After building Presto for the first time, you can load the project into your IDE and run the server. We recommend using IntelliJ IDEA. Because Presto is a standard Maven project, you can import it into your IDE using the root pom.xml file.

Presto comes with sample configuration that should work out-of-the-box for development. Use the following options to create a run configuration:

  • Main Class: com.facebook.presto.server.PrestoServer
  • VM Options: -ea -Xmx2G -Dconfig=etc/config.properties -Dlog.levels-file=etc/log.properties
  • Working directory: $MODULE_DIR$
  • Use classpath of module: presto-server

The working directory should be the presto-server subdirectory. In IntelliJ, using $MODULE_DIR$ accomplishes this automatically.

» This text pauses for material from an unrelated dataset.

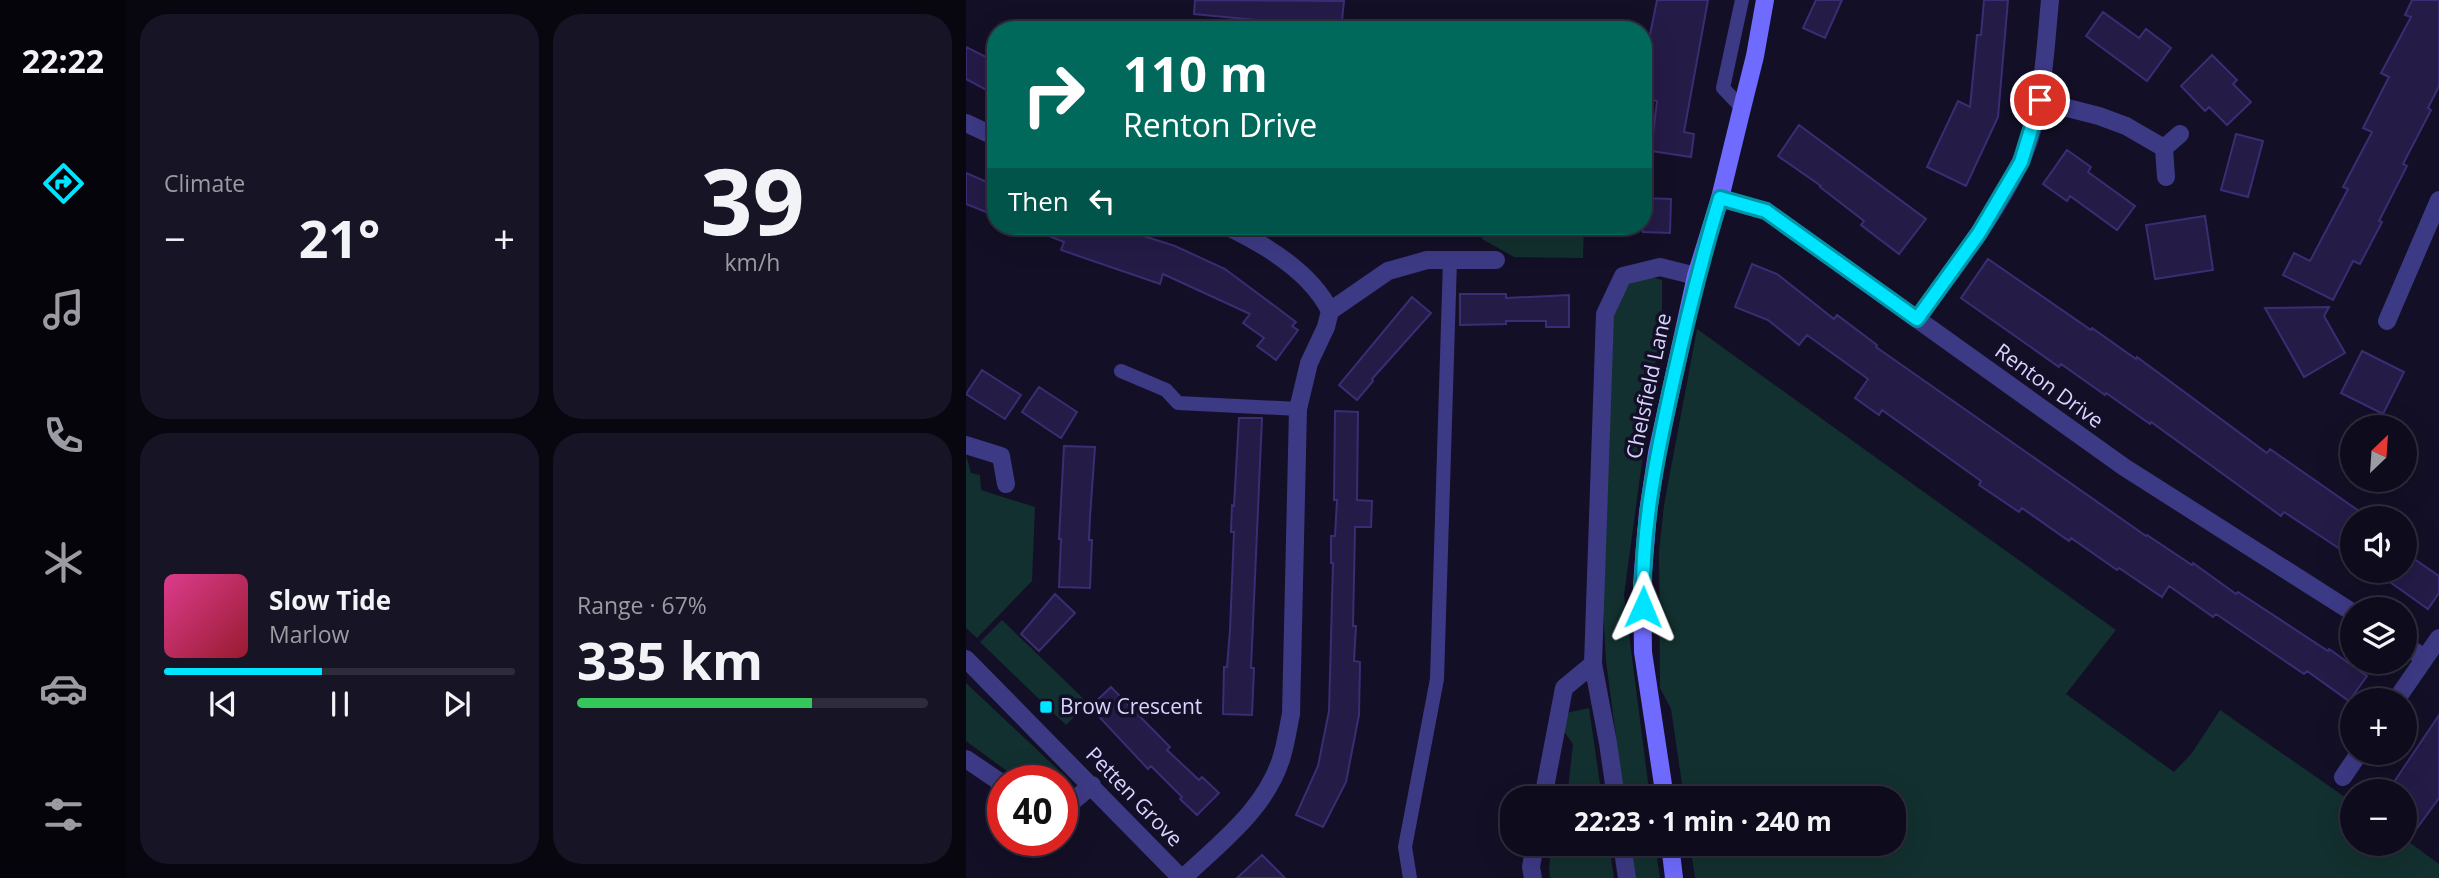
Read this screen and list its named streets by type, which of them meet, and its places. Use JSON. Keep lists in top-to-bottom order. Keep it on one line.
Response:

Additionally, the Hive plugin needs to be configured with location of your Hive metastore Thrift service. Add the following to the list of VM options, replacing localhost:9083 with the correct host and port:

-Dhive.metastore.uri=thrift://localhost:9083

Using SOCKS for Hive or HDFS

If your Hive metastore or HDFS cluster is not directly accessible to your local machine, you can use SSH port forwarding to access it. Setup a dynamic SOCKS proxy with SSH listening on local port 1080:

ssh -v -N -D 1080 server

Then add the following to the list of VM options:

-Dhive.metastore.thrift.client.socks-proxy=localhost:1080

Running CLI

Start the CLI to connect to the server and run SQL queries:

presto-cli/target/presto-cli-*-executable.jar

Run a query to see the nodes in the cluster:

SELECT * FROM sys.node;

In the sample configuration, the Hive connector is mounted in the hive catalog, so you can run the following queries to show the tables in the Hive database default:

SHOW TABLES FROM hive.default;

Deploying Presto

Installing Presto

Building Presto will produce a tarball for the service that is ready for installation. The tarball name includes the Presto version. For example, Presto version 0.50-SNAPSHOT will produce the following tarball:

presto-server/target/presto-server-0.50-SNAPSHOT.tar.gz

The above tarball will contain a single top-level directory, which we will call the installation directory:

presto-server-0.50-SNAPSHOT

Presto needs a data directory for storing logs, local metadata, etc. We recommend creating a data directory outside of the installation directory, which allows it to be easily preserved when upgrading Presto.

Configuring Presto

Create an etc directory inside the installation directory. This will hold several configuration files.

Node Properties

The node properties file, etc/node.properties, contains configuration specific to each node. A node is a single installed instance of Presto on a machine. This file is typically created by the deployment system when Presto is first installed. The following is a minimal etc/node.properties:

node.environment=production
node.id=ffffffff-ffff-ffff-ffff-ffffffffffff
node.data-dir=/var/presto/data

The above properties are described below:

  • node.environment: The name of the environment. All Presto nodes in a cluster must have the same environment name.
  • node.id: The unique identifier for this installation of Presto. This must be unique for every node. This identifier should remain consistent across reboots or upgrades of Presto. If running multiple installations of Presto on a single machine (i.e. multiple nodes on the same machine), each installation must have a unique identifier.
  • node.data-dir: The location (filesystem path) of the data directory. Presto will store logs and other data here.

JVM Config

The JVM config file, etc/jvm.config, contains a list of command line options used for launching the Java Virtual Machine. The format of the file is a list of options, one per line. These options are not interpreted by the shell, so options containing spaces or other special characters should not be quoted (as demonstrated by the OnOutOfMemoryError option in the example below).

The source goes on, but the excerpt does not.